## Activity
For the material below, return exactly the lines starting at the one holding "g.strokeStyle = color;" and ending at the one holding "for (const [text, x, y, turn", counting both as part of the range.

## Provided data
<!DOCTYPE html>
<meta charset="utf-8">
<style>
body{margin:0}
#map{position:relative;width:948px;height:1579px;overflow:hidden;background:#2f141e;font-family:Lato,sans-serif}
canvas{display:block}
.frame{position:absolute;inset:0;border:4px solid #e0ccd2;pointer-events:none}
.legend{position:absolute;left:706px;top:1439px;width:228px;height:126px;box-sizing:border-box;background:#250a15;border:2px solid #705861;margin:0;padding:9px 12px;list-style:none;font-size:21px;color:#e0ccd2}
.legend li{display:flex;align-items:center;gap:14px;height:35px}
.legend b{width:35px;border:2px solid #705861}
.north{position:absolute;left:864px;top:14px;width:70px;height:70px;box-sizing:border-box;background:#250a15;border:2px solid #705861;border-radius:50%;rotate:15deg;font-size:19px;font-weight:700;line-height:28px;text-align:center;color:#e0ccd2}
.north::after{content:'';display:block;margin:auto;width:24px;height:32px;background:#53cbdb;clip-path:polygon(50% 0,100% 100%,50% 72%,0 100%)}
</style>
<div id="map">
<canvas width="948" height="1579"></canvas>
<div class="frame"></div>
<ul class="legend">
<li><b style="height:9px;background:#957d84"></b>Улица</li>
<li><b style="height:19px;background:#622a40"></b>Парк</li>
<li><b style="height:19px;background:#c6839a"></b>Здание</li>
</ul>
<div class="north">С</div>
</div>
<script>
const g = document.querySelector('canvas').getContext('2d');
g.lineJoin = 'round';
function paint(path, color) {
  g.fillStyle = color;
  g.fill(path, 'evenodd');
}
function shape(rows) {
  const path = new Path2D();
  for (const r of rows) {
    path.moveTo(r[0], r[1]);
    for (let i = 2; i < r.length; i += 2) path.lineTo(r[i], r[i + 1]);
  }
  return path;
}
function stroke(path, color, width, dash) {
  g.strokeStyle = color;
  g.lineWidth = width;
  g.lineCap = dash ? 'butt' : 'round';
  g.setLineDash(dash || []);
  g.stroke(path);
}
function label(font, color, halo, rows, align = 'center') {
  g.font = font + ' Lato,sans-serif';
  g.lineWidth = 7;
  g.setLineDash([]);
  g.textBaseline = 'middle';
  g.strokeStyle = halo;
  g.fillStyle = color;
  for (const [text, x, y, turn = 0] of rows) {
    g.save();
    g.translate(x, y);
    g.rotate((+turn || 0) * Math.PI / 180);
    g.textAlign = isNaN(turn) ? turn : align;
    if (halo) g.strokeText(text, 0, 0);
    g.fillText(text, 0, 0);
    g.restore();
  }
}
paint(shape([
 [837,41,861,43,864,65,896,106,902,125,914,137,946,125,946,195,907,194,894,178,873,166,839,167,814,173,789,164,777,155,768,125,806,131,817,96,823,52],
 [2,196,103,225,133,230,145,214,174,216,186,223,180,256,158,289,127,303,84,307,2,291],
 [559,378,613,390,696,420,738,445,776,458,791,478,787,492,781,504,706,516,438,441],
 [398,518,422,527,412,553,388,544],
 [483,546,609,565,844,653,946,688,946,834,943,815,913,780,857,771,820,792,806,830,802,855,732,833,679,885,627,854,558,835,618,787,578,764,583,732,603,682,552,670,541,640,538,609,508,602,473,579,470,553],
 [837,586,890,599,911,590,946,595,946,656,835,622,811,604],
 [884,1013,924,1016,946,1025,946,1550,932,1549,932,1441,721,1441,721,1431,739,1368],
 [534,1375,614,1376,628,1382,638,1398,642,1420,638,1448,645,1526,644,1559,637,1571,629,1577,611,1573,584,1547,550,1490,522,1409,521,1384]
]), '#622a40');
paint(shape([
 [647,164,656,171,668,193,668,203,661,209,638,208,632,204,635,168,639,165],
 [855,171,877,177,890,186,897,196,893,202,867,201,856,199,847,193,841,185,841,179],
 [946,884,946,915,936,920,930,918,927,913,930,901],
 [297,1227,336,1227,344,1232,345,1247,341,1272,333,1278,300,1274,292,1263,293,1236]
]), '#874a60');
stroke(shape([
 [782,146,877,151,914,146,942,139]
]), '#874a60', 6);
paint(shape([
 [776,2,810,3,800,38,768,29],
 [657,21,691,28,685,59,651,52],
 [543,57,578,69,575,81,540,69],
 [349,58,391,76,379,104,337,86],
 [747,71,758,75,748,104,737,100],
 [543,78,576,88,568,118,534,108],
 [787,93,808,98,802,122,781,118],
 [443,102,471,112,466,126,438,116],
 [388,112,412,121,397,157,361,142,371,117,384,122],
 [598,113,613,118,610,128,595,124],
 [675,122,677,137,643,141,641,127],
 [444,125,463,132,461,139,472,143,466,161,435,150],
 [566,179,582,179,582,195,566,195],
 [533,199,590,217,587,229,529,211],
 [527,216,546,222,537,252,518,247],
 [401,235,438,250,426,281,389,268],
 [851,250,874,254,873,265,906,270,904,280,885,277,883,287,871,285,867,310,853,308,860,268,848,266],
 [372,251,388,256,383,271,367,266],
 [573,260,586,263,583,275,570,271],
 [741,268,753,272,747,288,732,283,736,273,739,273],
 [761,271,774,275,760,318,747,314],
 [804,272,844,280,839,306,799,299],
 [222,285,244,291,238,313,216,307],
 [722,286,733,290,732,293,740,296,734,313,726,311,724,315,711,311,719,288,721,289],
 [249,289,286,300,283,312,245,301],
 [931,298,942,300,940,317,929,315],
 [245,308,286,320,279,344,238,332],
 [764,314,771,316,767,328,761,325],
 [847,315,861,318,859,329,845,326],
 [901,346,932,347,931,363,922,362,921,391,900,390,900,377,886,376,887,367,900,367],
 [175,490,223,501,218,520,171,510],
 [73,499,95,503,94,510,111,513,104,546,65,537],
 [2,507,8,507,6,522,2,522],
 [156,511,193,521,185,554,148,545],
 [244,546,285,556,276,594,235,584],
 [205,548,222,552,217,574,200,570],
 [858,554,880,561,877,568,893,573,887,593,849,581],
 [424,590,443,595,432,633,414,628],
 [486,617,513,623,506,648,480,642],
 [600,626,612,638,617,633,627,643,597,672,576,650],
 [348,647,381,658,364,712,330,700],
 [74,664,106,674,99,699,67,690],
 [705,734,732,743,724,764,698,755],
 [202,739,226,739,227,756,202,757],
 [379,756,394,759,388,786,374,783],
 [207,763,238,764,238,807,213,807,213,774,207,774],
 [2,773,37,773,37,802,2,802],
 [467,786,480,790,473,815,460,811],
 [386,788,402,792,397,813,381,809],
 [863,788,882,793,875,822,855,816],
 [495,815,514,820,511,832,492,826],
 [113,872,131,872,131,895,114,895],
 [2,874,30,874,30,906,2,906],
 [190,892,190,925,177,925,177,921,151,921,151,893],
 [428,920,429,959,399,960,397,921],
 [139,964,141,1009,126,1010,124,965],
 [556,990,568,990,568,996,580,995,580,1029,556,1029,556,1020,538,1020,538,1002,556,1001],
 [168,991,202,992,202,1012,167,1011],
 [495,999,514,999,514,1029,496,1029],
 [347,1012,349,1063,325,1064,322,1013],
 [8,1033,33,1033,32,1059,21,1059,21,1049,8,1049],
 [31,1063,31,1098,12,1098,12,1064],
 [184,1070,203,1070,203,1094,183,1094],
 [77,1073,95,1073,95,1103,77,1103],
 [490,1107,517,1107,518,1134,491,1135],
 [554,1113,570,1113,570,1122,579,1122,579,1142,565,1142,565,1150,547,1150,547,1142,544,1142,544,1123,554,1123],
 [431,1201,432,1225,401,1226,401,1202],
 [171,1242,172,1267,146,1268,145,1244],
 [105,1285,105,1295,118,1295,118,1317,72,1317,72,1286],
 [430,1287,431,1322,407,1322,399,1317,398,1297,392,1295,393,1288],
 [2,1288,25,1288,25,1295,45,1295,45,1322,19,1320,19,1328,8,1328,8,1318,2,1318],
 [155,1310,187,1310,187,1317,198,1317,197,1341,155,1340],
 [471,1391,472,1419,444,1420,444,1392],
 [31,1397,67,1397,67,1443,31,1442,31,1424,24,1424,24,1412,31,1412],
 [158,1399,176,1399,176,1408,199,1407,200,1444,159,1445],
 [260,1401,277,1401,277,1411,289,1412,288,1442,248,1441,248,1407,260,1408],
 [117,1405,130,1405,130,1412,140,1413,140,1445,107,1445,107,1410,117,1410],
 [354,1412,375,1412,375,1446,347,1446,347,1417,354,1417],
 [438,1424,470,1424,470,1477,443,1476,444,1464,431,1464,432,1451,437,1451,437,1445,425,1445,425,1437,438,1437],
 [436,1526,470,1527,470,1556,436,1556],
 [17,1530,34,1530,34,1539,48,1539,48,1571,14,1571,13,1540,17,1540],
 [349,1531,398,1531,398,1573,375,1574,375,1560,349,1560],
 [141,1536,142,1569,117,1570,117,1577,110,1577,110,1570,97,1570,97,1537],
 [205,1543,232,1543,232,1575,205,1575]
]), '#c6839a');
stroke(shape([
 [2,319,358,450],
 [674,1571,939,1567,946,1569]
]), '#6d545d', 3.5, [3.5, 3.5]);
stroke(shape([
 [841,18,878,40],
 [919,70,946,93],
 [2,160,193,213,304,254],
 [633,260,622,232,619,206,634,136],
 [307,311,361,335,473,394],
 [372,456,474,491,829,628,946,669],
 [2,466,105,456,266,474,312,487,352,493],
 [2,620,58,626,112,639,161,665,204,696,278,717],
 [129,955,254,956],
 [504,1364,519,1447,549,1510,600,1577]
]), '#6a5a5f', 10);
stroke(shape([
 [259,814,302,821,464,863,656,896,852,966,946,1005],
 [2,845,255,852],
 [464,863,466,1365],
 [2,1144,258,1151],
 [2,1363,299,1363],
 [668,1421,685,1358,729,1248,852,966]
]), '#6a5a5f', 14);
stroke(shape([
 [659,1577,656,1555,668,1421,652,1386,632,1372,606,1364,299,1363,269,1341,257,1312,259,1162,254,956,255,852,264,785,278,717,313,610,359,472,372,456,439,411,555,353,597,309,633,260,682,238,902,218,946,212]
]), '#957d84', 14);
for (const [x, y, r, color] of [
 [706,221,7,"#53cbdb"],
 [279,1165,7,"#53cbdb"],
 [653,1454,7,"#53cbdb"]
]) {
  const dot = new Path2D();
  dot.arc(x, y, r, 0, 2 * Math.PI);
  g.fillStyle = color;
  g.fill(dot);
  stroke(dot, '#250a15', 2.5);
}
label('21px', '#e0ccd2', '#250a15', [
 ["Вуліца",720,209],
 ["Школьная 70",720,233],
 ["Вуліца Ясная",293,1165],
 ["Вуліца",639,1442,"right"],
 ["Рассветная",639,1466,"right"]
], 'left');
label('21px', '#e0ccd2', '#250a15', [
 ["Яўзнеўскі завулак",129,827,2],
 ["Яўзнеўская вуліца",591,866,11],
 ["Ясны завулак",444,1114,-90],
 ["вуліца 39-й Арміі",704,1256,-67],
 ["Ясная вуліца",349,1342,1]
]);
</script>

## Answer space
  g.strokeStyle = color;
  g.lineWidth = width;
  g.lineCap = dash ? 'butt' : 'round';
  g.setLineDash(dash || []);
  g.stroke(path);
}
function label(font, color, halo, rows, align = 'center') {
  g.font = font + ' Lato,sans-serif';
  g.lineWidth = 7;
  g.setLineDash([]);
  g.textBaseline = 'middle';
  g.strokeStyle = halo;
  g.fillStyle = color;
  for (const [text, x, y, turn = 0] of rows) {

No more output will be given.